The answer should hold only the lines from the beginning of the material through the one with "0 #d5d6d7) drop-shadow(-2px", reproduced exactly and without pictures.

= = = =

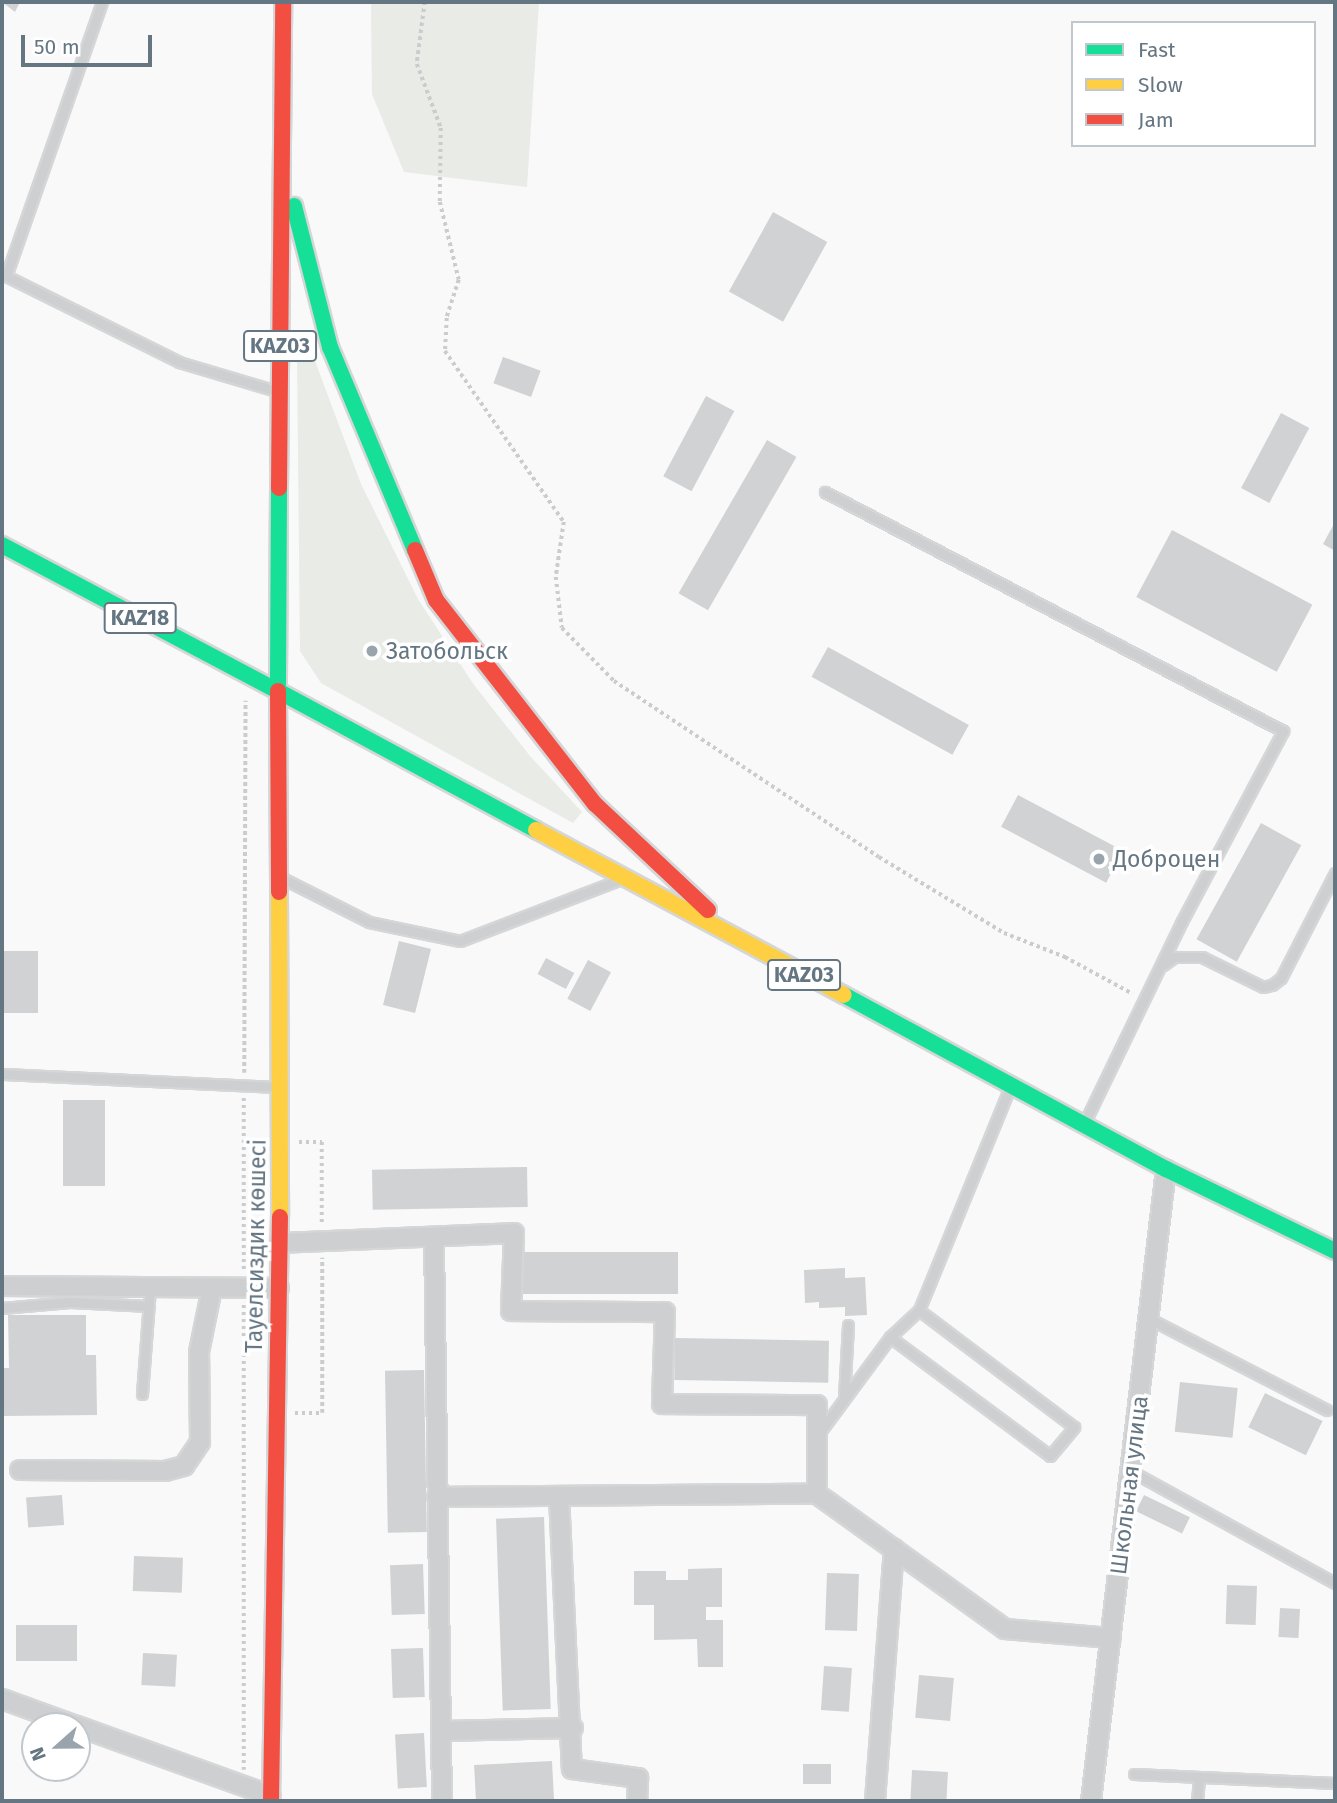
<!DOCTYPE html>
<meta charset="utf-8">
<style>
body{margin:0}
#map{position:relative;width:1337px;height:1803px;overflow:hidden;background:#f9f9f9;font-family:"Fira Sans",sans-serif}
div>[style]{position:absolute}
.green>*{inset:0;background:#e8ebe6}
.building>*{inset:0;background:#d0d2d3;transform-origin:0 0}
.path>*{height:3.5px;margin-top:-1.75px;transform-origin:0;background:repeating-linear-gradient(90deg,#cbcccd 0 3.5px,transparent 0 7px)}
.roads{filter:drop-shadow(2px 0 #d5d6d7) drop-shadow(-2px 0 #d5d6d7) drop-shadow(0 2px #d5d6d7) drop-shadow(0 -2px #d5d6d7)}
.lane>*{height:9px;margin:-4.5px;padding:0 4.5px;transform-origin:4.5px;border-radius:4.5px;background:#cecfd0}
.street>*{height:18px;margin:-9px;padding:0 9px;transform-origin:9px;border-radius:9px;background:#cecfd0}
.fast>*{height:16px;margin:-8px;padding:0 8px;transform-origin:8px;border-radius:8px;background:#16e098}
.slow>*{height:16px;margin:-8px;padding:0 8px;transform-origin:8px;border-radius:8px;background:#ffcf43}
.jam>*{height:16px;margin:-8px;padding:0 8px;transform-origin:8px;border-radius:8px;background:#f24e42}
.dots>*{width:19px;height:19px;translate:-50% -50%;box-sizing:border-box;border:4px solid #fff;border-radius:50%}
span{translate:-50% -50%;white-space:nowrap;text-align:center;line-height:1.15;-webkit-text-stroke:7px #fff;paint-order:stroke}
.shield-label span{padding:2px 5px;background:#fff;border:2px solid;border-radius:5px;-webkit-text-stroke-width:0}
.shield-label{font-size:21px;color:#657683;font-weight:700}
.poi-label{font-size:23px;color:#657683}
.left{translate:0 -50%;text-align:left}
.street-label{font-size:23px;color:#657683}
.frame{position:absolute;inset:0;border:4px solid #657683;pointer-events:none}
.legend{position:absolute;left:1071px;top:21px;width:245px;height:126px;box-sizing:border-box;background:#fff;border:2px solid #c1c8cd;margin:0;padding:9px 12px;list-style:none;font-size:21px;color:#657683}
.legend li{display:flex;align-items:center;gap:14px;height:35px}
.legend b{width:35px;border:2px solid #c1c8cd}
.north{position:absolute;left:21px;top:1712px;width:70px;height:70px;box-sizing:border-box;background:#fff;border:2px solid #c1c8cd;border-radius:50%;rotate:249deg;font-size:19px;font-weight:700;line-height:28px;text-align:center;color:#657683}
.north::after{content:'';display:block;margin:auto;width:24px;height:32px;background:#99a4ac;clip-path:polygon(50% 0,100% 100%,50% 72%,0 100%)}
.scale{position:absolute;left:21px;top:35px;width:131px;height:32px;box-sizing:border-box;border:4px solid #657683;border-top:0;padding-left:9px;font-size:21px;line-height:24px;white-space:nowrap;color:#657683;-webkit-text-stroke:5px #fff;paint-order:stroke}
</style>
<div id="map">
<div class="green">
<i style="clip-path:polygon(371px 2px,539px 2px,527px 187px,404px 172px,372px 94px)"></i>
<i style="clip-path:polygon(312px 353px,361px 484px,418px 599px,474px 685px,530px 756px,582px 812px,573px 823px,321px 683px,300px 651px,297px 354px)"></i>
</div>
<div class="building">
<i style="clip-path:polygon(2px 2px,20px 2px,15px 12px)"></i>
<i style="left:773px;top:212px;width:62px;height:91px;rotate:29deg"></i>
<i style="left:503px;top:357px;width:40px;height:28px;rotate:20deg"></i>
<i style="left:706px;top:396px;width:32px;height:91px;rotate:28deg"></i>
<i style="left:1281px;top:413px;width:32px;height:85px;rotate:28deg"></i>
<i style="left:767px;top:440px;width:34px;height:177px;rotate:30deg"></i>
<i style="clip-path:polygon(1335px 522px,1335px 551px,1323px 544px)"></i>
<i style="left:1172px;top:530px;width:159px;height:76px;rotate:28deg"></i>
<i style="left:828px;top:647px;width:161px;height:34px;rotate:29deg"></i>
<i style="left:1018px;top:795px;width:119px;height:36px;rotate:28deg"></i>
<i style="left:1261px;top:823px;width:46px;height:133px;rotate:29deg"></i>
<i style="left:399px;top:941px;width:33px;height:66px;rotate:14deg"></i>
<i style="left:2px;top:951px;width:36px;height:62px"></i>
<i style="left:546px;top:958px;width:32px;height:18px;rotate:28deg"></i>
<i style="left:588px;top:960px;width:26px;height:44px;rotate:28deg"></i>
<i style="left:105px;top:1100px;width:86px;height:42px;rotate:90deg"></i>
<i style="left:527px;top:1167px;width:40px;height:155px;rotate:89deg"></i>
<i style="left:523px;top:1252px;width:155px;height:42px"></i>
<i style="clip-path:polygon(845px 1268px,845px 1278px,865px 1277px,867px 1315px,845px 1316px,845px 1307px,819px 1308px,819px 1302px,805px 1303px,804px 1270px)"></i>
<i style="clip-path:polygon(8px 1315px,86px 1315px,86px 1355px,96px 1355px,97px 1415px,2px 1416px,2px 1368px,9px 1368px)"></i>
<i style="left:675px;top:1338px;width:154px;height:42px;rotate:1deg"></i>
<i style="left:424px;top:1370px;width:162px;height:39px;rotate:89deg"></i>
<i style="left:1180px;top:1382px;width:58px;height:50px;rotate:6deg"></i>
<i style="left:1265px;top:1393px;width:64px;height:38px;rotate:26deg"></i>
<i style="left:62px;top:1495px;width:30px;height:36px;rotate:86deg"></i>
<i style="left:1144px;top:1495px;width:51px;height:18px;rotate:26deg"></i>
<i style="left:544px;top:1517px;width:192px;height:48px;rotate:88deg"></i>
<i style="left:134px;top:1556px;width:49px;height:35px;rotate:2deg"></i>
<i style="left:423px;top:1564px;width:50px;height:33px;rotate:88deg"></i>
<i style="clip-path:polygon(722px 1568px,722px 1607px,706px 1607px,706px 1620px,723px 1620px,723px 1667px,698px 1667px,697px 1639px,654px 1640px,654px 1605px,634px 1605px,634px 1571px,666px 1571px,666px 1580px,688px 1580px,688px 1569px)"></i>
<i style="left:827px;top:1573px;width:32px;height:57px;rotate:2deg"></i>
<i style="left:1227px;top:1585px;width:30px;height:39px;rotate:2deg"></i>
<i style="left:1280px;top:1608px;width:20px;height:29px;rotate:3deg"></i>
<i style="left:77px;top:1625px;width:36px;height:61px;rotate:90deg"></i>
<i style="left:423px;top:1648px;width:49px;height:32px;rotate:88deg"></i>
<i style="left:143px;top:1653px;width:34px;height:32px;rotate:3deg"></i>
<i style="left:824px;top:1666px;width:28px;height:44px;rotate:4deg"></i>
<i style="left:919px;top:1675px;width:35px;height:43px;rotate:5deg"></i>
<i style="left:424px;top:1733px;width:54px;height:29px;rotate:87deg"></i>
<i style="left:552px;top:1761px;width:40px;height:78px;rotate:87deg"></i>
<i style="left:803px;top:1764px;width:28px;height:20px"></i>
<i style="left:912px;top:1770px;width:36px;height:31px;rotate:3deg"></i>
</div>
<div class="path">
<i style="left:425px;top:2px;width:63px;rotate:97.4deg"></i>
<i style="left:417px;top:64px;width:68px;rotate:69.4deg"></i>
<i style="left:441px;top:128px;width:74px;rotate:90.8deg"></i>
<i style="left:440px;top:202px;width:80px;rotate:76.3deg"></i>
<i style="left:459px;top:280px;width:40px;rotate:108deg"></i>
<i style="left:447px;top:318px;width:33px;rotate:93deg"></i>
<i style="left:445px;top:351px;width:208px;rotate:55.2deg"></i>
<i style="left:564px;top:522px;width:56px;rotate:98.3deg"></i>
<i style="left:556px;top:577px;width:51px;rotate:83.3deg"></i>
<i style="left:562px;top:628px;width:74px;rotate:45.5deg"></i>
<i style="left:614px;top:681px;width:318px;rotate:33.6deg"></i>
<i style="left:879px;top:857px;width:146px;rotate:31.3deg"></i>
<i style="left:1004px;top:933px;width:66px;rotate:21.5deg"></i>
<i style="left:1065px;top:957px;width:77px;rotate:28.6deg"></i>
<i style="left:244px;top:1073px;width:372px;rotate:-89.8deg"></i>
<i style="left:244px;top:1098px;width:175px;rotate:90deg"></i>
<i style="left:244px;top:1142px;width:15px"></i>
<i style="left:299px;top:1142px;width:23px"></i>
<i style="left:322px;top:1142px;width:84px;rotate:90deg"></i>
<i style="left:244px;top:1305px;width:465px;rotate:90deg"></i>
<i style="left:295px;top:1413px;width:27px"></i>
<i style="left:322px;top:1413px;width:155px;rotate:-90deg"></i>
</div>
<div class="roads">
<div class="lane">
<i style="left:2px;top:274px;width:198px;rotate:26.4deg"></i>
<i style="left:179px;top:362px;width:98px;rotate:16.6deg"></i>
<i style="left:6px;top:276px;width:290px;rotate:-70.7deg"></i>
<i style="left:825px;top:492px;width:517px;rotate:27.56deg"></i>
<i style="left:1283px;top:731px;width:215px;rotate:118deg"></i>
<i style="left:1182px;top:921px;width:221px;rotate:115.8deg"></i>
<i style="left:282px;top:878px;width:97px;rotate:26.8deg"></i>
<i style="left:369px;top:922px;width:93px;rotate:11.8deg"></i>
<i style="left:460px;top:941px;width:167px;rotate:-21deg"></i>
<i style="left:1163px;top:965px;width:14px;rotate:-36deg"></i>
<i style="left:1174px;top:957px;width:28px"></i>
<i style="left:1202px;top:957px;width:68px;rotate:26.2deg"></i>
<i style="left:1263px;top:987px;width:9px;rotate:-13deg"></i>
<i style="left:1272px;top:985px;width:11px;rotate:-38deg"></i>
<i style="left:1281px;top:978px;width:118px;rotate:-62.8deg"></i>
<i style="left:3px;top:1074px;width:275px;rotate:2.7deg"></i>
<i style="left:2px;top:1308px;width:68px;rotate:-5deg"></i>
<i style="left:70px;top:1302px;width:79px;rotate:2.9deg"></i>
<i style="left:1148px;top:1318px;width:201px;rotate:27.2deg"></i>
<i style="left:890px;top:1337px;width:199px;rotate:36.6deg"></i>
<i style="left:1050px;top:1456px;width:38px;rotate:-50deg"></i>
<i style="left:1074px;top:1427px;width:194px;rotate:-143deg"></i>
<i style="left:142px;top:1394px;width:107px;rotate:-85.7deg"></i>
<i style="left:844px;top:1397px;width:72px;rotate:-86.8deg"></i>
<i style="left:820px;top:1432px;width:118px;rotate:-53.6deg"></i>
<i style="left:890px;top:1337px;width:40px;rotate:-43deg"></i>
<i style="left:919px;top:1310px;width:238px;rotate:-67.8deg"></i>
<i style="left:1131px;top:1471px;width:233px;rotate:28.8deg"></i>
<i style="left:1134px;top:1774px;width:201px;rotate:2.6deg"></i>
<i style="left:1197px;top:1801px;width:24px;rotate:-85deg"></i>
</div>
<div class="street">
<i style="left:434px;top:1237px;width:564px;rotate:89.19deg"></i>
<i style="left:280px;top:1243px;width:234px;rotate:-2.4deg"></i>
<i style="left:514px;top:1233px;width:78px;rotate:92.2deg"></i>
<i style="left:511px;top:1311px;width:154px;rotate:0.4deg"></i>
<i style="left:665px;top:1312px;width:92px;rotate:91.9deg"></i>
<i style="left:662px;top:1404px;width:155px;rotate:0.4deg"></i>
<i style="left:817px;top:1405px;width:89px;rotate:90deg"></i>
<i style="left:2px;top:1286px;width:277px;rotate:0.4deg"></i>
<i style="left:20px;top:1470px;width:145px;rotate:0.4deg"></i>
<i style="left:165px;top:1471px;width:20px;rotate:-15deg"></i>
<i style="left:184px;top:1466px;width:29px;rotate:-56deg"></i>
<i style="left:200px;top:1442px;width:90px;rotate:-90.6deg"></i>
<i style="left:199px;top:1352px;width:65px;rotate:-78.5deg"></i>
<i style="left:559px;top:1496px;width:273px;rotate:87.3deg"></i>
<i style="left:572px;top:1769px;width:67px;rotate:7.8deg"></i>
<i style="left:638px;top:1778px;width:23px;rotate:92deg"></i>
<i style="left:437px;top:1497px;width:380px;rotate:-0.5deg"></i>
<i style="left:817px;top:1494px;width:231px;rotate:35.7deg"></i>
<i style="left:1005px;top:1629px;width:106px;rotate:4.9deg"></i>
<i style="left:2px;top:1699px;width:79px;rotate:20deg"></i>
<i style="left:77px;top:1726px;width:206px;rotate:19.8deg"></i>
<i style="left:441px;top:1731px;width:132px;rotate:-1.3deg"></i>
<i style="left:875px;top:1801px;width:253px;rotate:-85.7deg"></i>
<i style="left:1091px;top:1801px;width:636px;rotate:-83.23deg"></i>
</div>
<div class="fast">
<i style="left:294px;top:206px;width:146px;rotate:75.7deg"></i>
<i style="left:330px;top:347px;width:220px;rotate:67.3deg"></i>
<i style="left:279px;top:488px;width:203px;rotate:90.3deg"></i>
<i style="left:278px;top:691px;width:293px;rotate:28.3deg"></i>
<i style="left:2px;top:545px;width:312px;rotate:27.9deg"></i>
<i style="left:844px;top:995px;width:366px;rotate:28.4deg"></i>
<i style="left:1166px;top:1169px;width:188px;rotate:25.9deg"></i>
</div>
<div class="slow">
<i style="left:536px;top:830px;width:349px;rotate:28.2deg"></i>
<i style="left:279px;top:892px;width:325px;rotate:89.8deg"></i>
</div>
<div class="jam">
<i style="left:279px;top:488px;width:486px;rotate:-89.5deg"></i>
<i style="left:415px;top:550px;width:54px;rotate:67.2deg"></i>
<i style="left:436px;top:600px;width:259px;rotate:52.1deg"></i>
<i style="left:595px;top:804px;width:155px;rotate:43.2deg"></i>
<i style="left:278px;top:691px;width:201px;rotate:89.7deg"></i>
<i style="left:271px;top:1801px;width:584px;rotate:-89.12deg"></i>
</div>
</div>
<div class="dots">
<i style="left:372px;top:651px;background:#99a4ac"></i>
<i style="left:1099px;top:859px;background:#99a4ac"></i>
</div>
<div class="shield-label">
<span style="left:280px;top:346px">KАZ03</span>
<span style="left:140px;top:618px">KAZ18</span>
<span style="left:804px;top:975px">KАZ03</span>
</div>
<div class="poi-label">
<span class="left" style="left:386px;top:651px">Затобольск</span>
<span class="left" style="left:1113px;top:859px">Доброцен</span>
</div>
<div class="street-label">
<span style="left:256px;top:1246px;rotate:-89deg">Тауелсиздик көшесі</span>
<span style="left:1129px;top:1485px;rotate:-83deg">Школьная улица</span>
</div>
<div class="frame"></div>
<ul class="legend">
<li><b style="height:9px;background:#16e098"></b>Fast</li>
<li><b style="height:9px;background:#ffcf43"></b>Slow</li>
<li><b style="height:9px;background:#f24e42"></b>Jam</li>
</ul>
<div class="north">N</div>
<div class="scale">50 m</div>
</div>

= = = =

Answer below:
<!DOCTYPE html>
<meta charset="utf-8">
<style>
body{margin:0}
#map{position:relative;width:1337px;height:1803px;overflow:hidden;background:#f9f9f9;font-family:"Fira Sans",sans-serif}
div>[style]{position:absolute}
.green>*{inset:0;background:#e8ebe6}
.building>*{inset:0;background:#d0d2d3;transform-origin:0 0}
.path>*{height:3.5px;margin-top:-1.75px;transform-origin:0;background:repeating-linear-gradient(90deg,#cbcccd 0 3.5px,transparent 0 7px)}
.roads{filter:drop-shadow(2px 0 #d5d6d7) drop-shadow(-2px 0 #d5d6d7) drop-shadow(0 2px #d5d6d7) drop-shadow(0 -2px #d5d6d7)}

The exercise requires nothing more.